Collected data:
• • • • •

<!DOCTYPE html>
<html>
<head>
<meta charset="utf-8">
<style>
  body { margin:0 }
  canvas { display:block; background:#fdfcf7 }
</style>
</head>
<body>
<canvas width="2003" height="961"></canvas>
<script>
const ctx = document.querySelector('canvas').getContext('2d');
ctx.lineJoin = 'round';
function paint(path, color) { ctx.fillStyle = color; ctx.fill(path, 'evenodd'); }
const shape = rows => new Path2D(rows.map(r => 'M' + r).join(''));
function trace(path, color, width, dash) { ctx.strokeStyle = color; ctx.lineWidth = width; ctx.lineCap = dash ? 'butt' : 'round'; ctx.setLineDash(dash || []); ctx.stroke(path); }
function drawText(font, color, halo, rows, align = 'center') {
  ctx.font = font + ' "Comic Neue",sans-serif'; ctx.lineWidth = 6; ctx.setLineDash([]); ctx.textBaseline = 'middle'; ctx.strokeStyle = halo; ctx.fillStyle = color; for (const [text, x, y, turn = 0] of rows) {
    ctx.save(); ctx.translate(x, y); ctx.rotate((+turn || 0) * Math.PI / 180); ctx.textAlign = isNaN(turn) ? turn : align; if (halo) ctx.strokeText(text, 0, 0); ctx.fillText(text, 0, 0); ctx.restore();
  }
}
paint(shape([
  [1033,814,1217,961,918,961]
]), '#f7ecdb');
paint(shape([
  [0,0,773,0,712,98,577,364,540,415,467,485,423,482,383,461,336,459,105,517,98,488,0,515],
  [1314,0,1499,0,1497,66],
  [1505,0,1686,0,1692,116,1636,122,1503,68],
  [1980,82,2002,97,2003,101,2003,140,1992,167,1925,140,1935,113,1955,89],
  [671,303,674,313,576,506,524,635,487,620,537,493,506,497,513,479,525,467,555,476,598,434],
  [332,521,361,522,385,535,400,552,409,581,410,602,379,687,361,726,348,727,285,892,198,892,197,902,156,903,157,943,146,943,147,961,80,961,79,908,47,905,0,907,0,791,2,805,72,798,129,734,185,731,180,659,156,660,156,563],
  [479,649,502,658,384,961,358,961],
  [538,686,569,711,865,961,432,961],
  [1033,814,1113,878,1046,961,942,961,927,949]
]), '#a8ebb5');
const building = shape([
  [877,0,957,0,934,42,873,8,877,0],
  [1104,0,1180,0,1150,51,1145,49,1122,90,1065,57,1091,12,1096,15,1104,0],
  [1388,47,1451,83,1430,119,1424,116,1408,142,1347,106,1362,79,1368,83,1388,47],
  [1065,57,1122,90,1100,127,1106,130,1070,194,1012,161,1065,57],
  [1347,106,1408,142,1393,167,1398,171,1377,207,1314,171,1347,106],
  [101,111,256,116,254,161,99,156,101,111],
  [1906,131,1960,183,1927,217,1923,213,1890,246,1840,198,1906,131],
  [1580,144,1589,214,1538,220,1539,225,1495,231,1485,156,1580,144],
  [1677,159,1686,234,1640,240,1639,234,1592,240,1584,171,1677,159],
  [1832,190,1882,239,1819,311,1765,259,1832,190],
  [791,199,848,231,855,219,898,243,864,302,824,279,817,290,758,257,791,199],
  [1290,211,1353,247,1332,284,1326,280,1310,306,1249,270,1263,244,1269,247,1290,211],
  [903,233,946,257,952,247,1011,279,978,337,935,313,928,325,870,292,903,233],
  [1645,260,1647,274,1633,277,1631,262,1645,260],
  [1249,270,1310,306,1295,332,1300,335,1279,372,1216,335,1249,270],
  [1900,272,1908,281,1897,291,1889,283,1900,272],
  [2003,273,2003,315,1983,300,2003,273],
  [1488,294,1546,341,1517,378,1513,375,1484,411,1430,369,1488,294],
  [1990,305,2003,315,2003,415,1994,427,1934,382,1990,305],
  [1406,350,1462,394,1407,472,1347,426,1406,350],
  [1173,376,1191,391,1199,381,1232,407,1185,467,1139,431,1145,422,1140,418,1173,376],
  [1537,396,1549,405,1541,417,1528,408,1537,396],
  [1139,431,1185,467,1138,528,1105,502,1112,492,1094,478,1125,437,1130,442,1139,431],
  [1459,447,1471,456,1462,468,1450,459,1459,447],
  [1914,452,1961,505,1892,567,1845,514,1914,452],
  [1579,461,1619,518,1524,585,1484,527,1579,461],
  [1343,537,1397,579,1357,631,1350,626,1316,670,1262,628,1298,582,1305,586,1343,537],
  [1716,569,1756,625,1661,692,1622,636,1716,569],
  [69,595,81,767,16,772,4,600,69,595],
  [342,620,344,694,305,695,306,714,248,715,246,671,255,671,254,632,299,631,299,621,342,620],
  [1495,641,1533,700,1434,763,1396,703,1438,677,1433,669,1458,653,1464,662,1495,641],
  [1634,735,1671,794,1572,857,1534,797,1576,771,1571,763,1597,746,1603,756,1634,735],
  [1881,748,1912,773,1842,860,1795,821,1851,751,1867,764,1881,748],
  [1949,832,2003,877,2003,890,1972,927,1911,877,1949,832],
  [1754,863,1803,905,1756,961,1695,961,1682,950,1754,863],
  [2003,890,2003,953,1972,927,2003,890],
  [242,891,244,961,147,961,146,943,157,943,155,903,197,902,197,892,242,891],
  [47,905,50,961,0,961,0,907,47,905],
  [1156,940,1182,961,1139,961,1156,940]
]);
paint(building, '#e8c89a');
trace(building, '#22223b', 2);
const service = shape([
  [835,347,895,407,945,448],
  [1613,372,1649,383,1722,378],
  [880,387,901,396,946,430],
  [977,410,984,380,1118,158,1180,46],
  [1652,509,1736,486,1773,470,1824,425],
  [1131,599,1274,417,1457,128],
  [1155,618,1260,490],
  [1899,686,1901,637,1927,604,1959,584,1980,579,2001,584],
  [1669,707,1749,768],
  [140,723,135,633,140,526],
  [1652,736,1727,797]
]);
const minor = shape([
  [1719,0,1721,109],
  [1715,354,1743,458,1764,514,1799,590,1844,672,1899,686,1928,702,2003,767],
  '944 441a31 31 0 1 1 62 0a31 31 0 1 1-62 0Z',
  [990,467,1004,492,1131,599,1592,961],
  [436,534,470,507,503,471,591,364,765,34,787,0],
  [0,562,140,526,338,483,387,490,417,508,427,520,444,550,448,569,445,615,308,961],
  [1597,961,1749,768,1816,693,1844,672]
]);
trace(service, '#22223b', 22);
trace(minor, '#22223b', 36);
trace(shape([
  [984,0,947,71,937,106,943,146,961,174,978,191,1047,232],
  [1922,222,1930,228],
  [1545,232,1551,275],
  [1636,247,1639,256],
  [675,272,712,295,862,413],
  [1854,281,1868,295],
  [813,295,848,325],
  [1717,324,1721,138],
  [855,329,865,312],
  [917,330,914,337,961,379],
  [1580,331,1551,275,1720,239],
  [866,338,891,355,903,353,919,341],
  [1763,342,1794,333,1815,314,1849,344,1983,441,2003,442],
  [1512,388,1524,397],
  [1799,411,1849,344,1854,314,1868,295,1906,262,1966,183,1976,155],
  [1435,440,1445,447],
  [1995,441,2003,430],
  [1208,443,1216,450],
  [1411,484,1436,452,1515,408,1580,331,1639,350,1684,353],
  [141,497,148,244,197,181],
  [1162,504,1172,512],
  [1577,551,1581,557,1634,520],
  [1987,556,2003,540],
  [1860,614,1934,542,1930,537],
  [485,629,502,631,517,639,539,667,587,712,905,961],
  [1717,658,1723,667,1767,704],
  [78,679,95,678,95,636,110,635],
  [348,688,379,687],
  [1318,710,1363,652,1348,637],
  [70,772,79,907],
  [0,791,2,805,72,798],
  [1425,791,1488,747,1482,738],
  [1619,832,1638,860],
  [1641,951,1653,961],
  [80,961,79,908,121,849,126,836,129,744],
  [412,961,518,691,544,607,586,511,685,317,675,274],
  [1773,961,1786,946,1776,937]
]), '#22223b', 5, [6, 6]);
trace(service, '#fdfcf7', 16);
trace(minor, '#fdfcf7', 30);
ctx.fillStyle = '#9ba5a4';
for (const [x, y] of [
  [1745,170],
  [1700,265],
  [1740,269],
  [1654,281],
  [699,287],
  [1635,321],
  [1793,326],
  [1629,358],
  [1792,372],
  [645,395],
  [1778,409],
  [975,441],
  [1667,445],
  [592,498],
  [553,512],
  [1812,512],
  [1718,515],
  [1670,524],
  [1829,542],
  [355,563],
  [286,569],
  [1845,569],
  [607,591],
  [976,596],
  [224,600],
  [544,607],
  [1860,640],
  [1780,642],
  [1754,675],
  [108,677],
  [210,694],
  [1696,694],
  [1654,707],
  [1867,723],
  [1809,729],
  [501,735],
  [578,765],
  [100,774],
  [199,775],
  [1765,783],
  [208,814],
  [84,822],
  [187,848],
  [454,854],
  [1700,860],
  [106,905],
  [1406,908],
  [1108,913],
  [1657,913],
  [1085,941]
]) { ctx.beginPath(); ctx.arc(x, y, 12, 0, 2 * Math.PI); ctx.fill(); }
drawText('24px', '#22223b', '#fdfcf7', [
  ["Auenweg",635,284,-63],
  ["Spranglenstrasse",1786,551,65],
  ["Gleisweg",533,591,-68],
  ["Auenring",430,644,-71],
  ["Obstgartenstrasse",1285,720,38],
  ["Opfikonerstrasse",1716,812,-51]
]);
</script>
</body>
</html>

• • • • •

#### What you should do:
Tell how many lines above contain the word "lineWidth". Nothing but the number is needed.

#### Result for this exercise:
2